Oksaliplatin. Clinically significant difference in exposure of a kapetsitabin or metabolites of an oksaliplatin (free platinum or the general platinum) at the combined use of a kapetsitabin and oksaliplatin, irrespective of presence of a bevatsizumab, is noted.
Bevatsizumab. Clinically significant effect of a bevatsizumab on pharmacokinetics of a kapetsitabin, or its metabolites is noted.
Allopyrinolum. Interaction between Allopyrinolum and FAUGH with possible decrease in efficiency FAUGH is noted. In this regard it is necessary to avoid simultaneous use of a kapetsitabin and Allopyrinolum.
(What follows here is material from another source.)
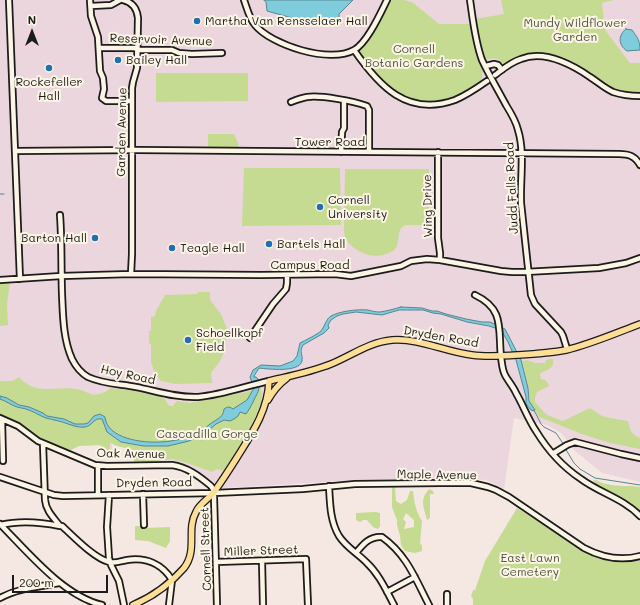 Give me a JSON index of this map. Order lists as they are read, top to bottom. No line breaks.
{"streets":{"main road":["Dryden Road"],"street":["Reservoir Avenue","Garden Avenue","Tower Road","Judd Falls Road","Wing Drive","Campus Road","Hoy Road","Oak Avenue","Maple Avenue","Cornell Street","Miller Street"]},"crossings":[["Reservoir Avenue","Garden Avenue"],["Garden Avenue","Tower Road"],["Garden Avenue","Campus Road"],["Tower Road","Judd Falls Road"],["Tower Road","Wing Drive"],["Judd Falls Road","Campus Road"],["Judd Falls Road","Dryden Road"],["Wing Drive","Campus Road"],["Campus Road","Hoy Road"],["Dryden Road","Hoy Road"],["Dryden Road","Oak Avenue"],["Dryden Road","Maple Avenue"],["Dryden Road","Cornell Street"],["Oak Avenue","Maple Avenue"],["Oak Avenue","Cornell Street"],["Maple Avenue","Cornell Street"],["Cornell Street","Miller Street"]],"parks":["Mundy Wildflower Garden","Cornell Botanic Gardens","Cascadilla Gorge","East Lawn Cemetery"],"places":["Martha Van Rensselaer Hall","Bailey Hall","Rockefeller Hall","Cornell University","Barton Hall","Bartels Hall","Teagle Hall","Schoellkopf Field"],"scale_bar":"200 m","north":"top"}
Interferon alpha. The most tolerable dose of a kapetsitabin - 2000 mg/sq.m a day at a concomitant use е interferon alpha 2 - an alpha (3 million ME/sq.m a day) in comparison with a dose of a kapetsitabin of 3000 mg/sq.m a day at monotherapy.
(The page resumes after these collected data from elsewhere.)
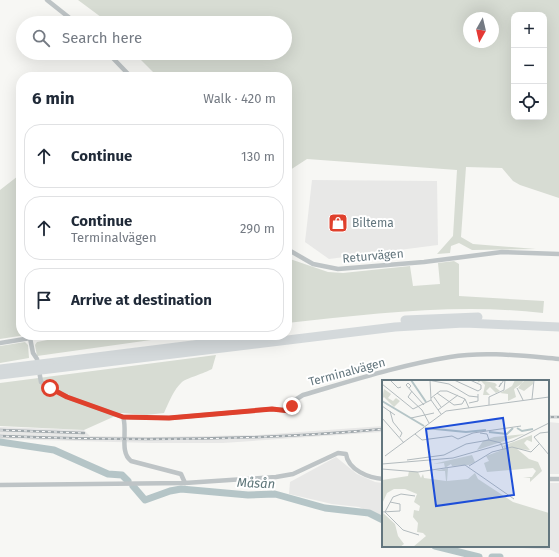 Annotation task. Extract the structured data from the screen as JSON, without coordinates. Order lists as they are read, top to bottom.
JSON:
{
  "streets": {
    "street": ["Returvägen", "Terminalvägen"]
  },
  "water": ["Måsån"],
  "places": {
    "shop": ["Biltema"]
  },
  "north": "bottom",
  "page": {
    "map_buttons": ["+", "−"],
    "search": "Search here",
    "heading": ["6 min", "Walk · 420 m"],
    "list": [
      ["Continue", "130 m"],
      ["Continue", "Terminalvägen", "290 m"],
      "Arrive at destination"
    ]
  }
} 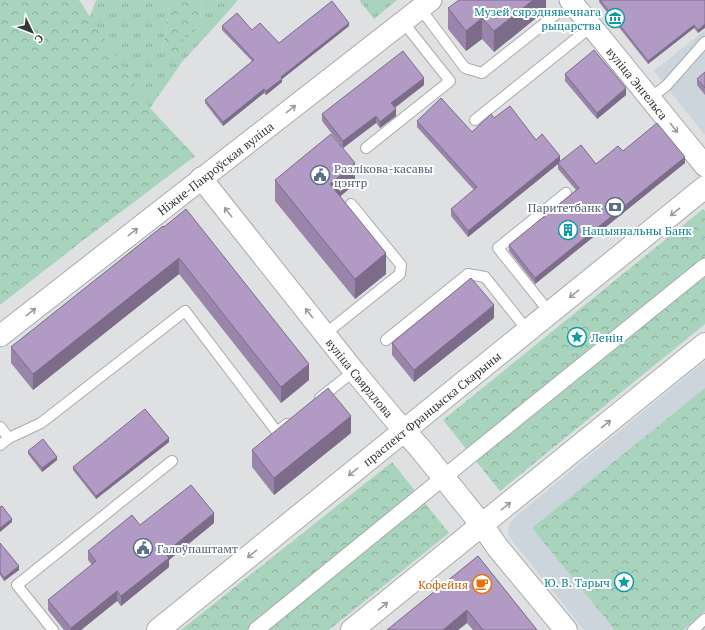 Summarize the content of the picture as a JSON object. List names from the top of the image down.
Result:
{
  "streets": {
    "street": [
      "вуліца Энгельса",
      "Ніжне-Пакроўская вуліца",
      "вуліца Свярдлова",
      "праспект Францыска Скарыны"
    ]
  },
  "crossings": [
    ["Ніжне-Пакроўская вуліца", "вуліца Свярдлова"],
    ["вуліца Свярдлова", "праспект Францыска Скарыны"]
  ],
  "one_way": ["вуліца Энгельса", "Ніжне-Пакроўская вуліца"],
  "places": {
    "museum": ["Музей сярэднявечнага рыцарства"],
    "public building": ["Разлікова-касавы цэнтр", "Галоўпаштамт"],
    "bank": ["Паритетбанк"],
    "building": ["Нацыянальны Банк"],
    "place": ["Ленін", "Ю. В. Тарыч"],
    "cafe": ["Кофейня"]
  },
  "north": "bottom right"
}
Radiation therapy. The most tolerable dose of a kapetsitabin in the monotherapy mode at the standard mode of dosing - 3000 mg/sq.m, at the combined use with radiation therapy of a colorectal cancer (at the continuous mode of therapy or 5-day courses Monday through Friday within 6 weeks) - 2000 mg/sq.m a day.
Contraindications:
- Hypersensitivity to a kapetsitabin or any other components of drug;
- hypersensitivity to a ftoruratsil or at the registered cases of development of unexpected or heavy side reactions on treatment by derivatives of a ftorpirimidin in the anamnesis;
- the established deficit of DPD (dihydropyrimidindehydrogenase), as well as for other ftorpirimidin;
- a concomitant use of a sorivudin or its structural analogs like brivudin;
- heavy liver failure;
- a heavy renal failure (the clearance of creatinine is lower than 30 ml/min.);
- heavy leukopenia;
- initial maintenance of neutrophils <1,5Õ109/l and/or thrombocytes <100Õ109/l;
- in the presence of contraindications to one of drugs of a combination therapy it should not be used;
- pregnancy and period of feeding by a breast;
- children's age (efficiency and safety of use are not established).
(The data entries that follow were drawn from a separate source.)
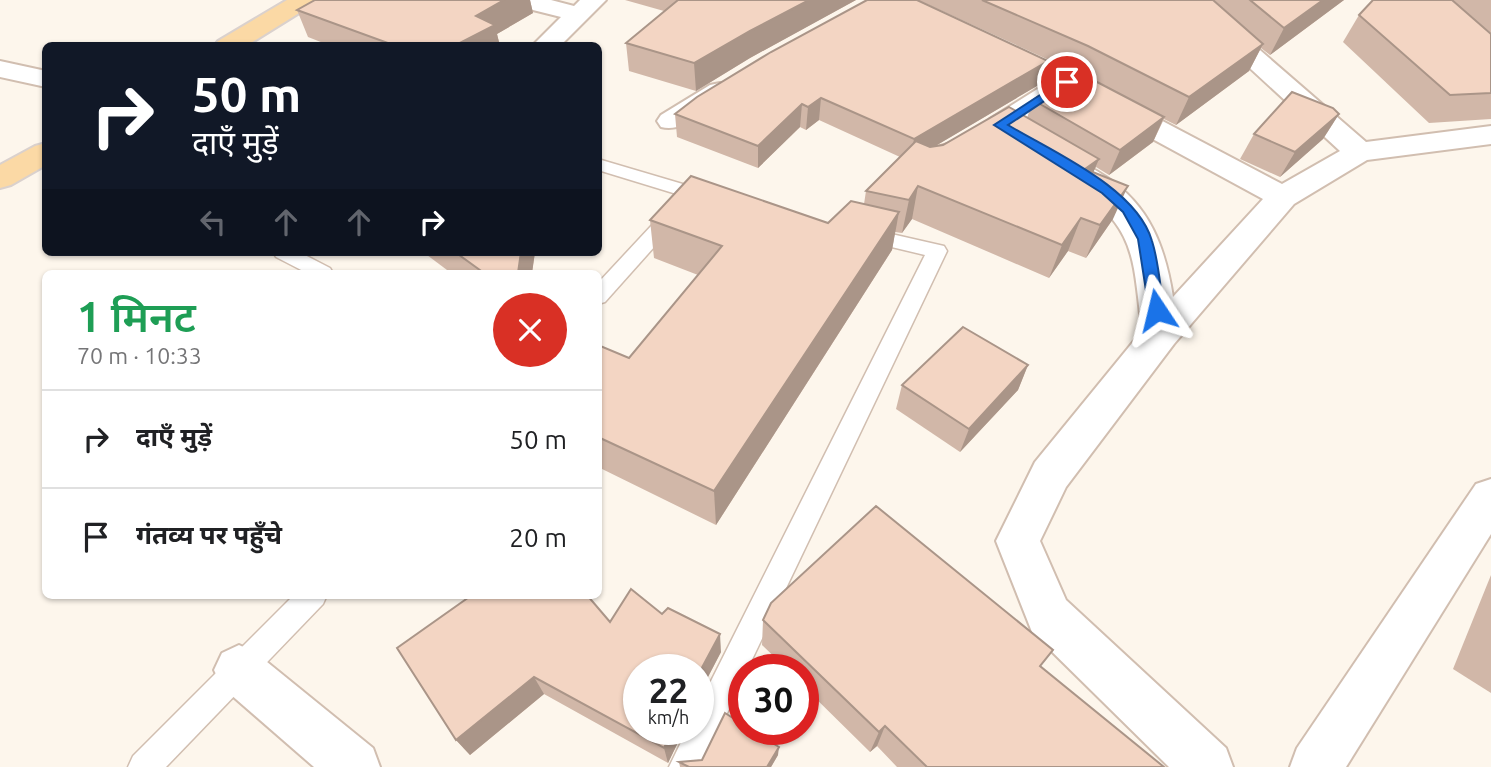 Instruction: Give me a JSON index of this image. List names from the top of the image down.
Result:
{
  "page": {
    "turn": ["50 m", "दाएँ मुड़ें"],
    "heading": ["1 मिनट", "70 m · 10:33"],
    "list": [
      {
        "name": "दाएँ मुड़ें",
        "value": "50 m"
      },
      {
        "name": "गंतव्य पर पहुँचे",
        "value": "20 m"
      }
    ],
    "speed": "22 km/h",
    "limit": "30"
  }
} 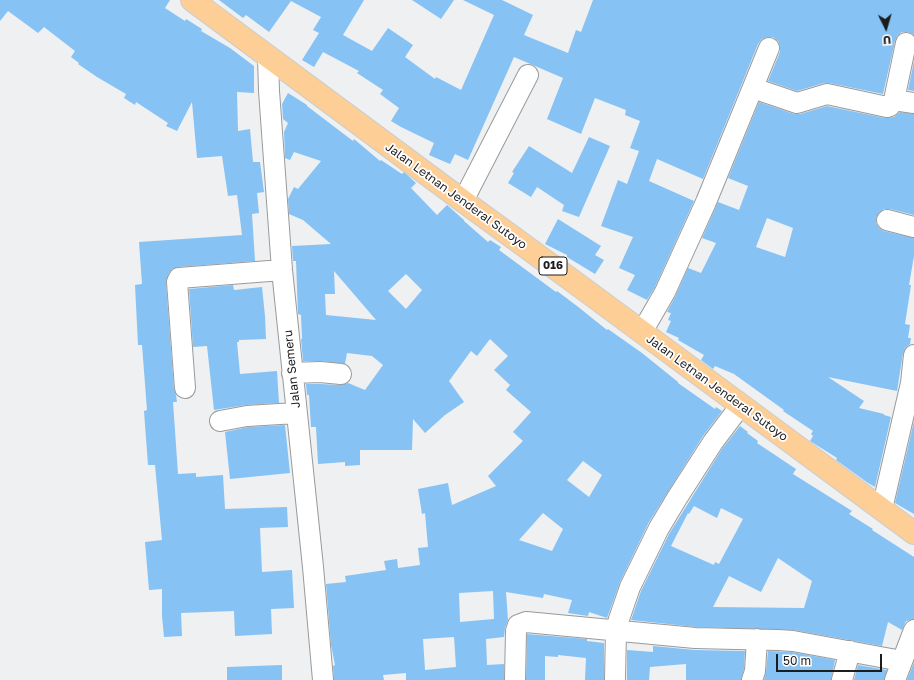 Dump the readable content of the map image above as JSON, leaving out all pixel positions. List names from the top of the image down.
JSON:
{
  "streets": {
    "main road": ["Jalan Letnan Jenderal Sutoyo", "016"],
    "street": ["Jalan Semeru"]
  },
  "crossings": [
    ["Jalan Letnan Jenderal Sutoyo", "Jalan Semeru"]
  ],
  "scale_bar": "50 m",
  "north": "bottom"
}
With care. At coronary heart disease, anemia and stenocardia in the anamnesis, a renal failure of moderate severity or a liver failure, hypo - or hypercalcemias, diseases of the central and peripheral nervous system, a diabetes mellitus and disturbances of water and electrolytic balance, age are more senior than 60 years, simultaneous use with peroral anticoagulants of a coumarinic row, hereditary deficit of lactase, a lactose intolerance, glyukozo-galaktozny malabsorption.
Overdose:
Symptoms of acute overdose include nausea, vomiting, diarrhea, the inflammation of a mucous membrane (mukozit), irritation of digestive tract and bleeding, and also oppression of function of marrow. Treatment of overdose has to include a standard complex of the therapeutic and supporting actions directed to correction of clinical symptoms and the prevention of possible complications.
Storage conditions:
In the dry, protected from light place at a temperature not above 30 °C. To store in the place, unavailable to children. A period of validity - 3 years. Not to apply after the period of validity specified on packaging.
Issue conditions:
According to the recipe
Packaging:
On 10 tablets in a blister strip packaging. 150 mg: on 6 blister strip packagings together with the application instruction in a pack from a cardboard. 500 mg: on 12 blister strip packagings together with the application instruction in a pack from a cardboard.